++++ Data excerpts
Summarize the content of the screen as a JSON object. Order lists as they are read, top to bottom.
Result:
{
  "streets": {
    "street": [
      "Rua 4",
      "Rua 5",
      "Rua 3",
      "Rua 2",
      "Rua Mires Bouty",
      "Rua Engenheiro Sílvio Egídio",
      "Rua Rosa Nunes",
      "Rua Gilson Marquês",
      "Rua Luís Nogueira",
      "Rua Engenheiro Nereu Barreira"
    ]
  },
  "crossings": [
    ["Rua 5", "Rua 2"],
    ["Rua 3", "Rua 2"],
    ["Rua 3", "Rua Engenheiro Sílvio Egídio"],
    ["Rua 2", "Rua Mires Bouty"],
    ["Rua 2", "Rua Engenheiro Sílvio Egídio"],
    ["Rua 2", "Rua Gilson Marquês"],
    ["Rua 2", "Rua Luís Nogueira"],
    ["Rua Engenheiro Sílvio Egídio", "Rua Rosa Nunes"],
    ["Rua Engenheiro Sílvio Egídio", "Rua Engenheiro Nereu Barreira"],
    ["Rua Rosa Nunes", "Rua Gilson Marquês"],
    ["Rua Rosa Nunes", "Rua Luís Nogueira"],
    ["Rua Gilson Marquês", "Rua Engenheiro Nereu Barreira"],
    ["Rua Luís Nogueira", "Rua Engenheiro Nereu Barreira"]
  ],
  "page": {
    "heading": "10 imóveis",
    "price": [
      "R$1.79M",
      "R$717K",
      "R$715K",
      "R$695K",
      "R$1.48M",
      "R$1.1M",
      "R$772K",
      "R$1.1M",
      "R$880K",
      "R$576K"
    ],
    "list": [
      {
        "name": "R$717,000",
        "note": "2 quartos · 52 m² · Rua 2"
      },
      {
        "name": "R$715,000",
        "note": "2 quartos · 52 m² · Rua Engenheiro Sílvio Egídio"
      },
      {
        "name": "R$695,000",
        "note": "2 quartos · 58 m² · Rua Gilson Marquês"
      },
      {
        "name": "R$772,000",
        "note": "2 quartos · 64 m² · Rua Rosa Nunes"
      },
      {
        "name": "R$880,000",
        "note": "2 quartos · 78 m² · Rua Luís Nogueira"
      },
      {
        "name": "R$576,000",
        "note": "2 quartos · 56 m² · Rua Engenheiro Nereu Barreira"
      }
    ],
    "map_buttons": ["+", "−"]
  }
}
++++++++
• _Exercise directions_
Provide a count of the lines in the data above that include the word "Mires", stating the number alone.

• _Expected output_
2